◆ DATA RECORDS:
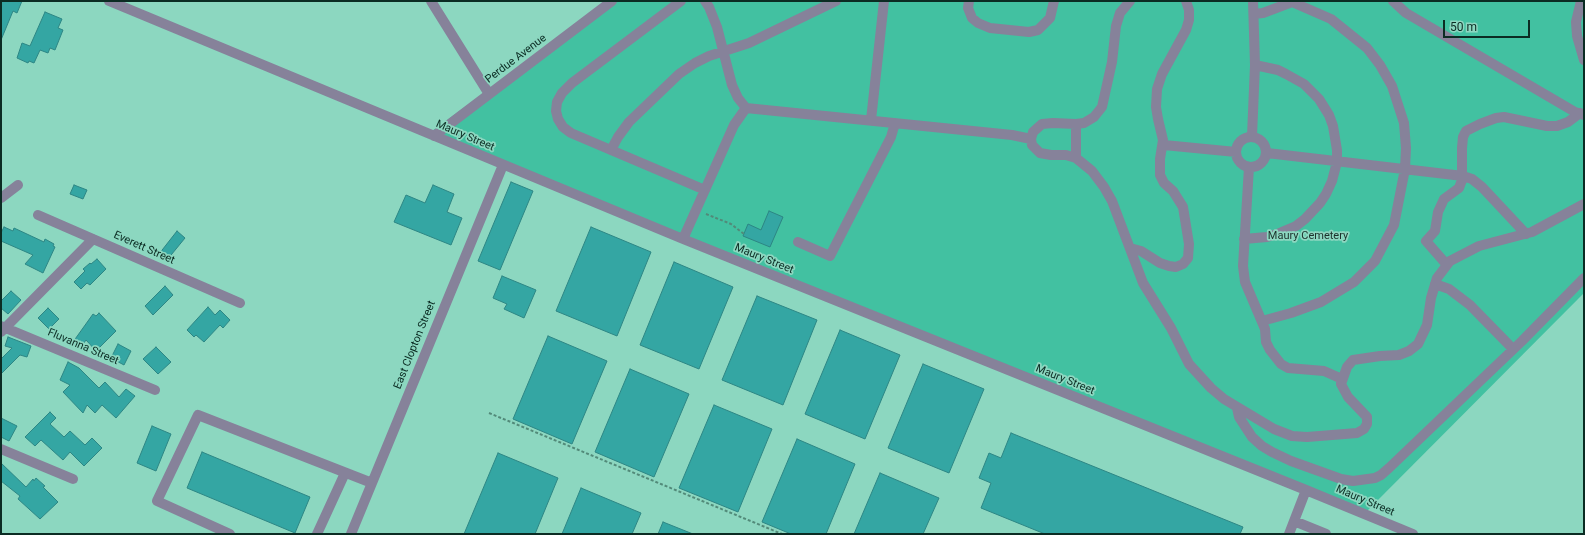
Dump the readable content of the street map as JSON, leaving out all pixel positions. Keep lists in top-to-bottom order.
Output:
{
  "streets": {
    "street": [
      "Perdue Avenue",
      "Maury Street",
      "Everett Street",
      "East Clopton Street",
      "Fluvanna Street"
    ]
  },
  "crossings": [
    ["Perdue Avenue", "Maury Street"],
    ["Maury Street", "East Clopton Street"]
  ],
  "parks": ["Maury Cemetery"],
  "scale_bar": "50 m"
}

◆ AIM OF THE TASK:
Put each line of the listing above into the copy exactly, dropping the pictures.

◆ YOUR SOLUTION:
Dump the readable content of the street map as JSON, leaving out all pixel positions. Keep lists in top-to-bottom order.
Output:
{
  "streets": {
    "street": [
      "Perdue Avenue",
      "Maury Street",
      "Everett Street",
      "East Clopton Street",
      "Fluvanna Street"
    ]
  },
  "crossings": [
    ["Perdue Avenue", "Maury Street"],
    ["Maury Street", "East Clopton Street"]
  ],
  "parks": ["Maury Cemetery"],
  "scale_bar": "50 m"
}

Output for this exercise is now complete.